Gail Norris, a COMPTEL spokesperson, told Channel Partners that COMPTEL is working with the coalition.
“The broadband policies being advocated by this coalition are similar to those that COMPTEL has been advocating for many years,” she said in an email.
The Broadband Coalition has the support of Chip Pickering, the former congressman who served as a Republican from Mississippi. Pickering is expected to be a spokesperson for the coalition, although he was not immediately available for an interview to discuss his precise role in the organization.
“The goal of this coalition is to highlight the incredible amount of innovation and investment that has been made in the business broadband market by the competitive providers and to also address some of the key policy issues before the administrative agencies,” said Cbeyond co-founder Julia Strow, who is vice chairman of COMPTEL’s board of directors and a consultant to Cbeyond, EarthLink and Lumos Networks.
The organization also is expected to have some kind of role advocating before Congress.
Hansel of MegaPath explained one of the practical benefits of such an organization. If there is a meeting with the Federal Communications Commission, he said, several coalition members would meet together with the agency.
“The coalition is a way to better coordinate our efforts,” he said.

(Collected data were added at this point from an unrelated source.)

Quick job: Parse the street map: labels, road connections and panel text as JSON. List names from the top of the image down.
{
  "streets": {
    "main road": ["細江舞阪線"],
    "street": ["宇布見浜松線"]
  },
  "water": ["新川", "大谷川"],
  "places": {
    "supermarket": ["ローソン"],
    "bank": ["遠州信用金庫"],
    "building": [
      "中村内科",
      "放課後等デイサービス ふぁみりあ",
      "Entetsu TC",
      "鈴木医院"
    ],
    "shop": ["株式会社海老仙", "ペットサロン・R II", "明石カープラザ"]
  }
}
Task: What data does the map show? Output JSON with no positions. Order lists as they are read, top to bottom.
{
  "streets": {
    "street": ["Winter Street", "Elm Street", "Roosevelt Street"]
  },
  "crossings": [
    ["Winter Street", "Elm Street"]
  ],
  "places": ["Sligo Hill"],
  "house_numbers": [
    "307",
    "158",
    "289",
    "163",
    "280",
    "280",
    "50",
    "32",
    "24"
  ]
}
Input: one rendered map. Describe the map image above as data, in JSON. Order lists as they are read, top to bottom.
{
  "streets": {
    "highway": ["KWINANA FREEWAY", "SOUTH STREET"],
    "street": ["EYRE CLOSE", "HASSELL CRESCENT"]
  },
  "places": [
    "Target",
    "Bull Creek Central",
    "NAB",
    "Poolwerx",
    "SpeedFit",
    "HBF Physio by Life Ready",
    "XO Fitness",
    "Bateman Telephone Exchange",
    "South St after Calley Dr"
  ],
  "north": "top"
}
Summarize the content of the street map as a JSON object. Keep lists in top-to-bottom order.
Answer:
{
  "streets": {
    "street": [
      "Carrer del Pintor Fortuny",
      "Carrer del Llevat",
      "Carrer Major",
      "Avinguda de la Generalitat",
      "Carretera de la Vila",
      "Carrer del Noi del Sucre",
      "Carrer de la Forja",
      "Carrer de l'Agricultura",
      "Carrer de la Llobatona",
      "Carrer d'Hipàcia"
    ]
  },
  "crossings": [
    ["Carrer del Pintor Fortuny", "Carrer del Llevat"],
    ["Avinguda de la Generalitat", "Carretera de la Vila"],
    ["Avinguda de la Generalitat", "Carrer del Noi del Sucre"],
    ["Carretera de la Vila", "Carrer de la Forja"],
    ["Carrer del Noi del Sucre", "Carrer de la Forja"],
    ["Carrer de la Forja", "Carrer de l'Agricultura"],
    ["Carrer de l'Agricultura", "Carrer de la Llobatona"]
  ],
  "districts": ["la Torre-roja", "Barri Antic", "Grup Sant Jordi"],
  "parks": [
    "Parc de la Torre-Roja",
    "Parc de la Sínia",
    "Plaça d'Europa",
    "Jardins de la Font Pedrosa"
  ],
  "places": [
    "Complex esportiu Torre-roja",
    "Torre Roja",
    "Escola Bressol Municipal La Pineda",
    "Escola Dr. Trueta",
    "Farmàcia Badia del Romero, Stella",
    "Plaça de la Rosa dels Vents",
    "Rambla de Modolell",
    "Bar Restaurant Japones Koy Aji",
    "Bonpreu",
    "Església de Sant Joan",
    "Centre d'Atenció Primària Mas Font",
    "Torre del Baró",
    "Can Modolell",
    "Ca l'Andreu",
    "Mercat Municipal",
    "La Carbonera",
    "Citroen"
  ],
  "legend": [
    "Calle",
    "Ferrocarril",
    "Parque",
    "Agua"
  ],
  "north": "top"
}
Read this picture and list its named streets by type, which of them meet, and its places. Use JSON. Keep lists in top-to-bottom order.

Special access is one of the issues that the coalition is likely to tackle. Competitors buy special access circuits from the likes of AT&T and Verizon to do such things as carry data to the Internet and serve high-volume business customers. Although the FCC commenced a comprehensive proceeding on its special access regulations in January 2005, the agency still hasn’t concluded the matter with a spate of new rules.
“We all have networks all around the country,” Murray said, referring to the coalition members. “We need to ensure communications policy keeps networks interconnected.”
Several other competitive local exchange carriers may be involved in the coalition as well, although a number of relatively large CLECs did not respond to Channel Partners’ requests for comment.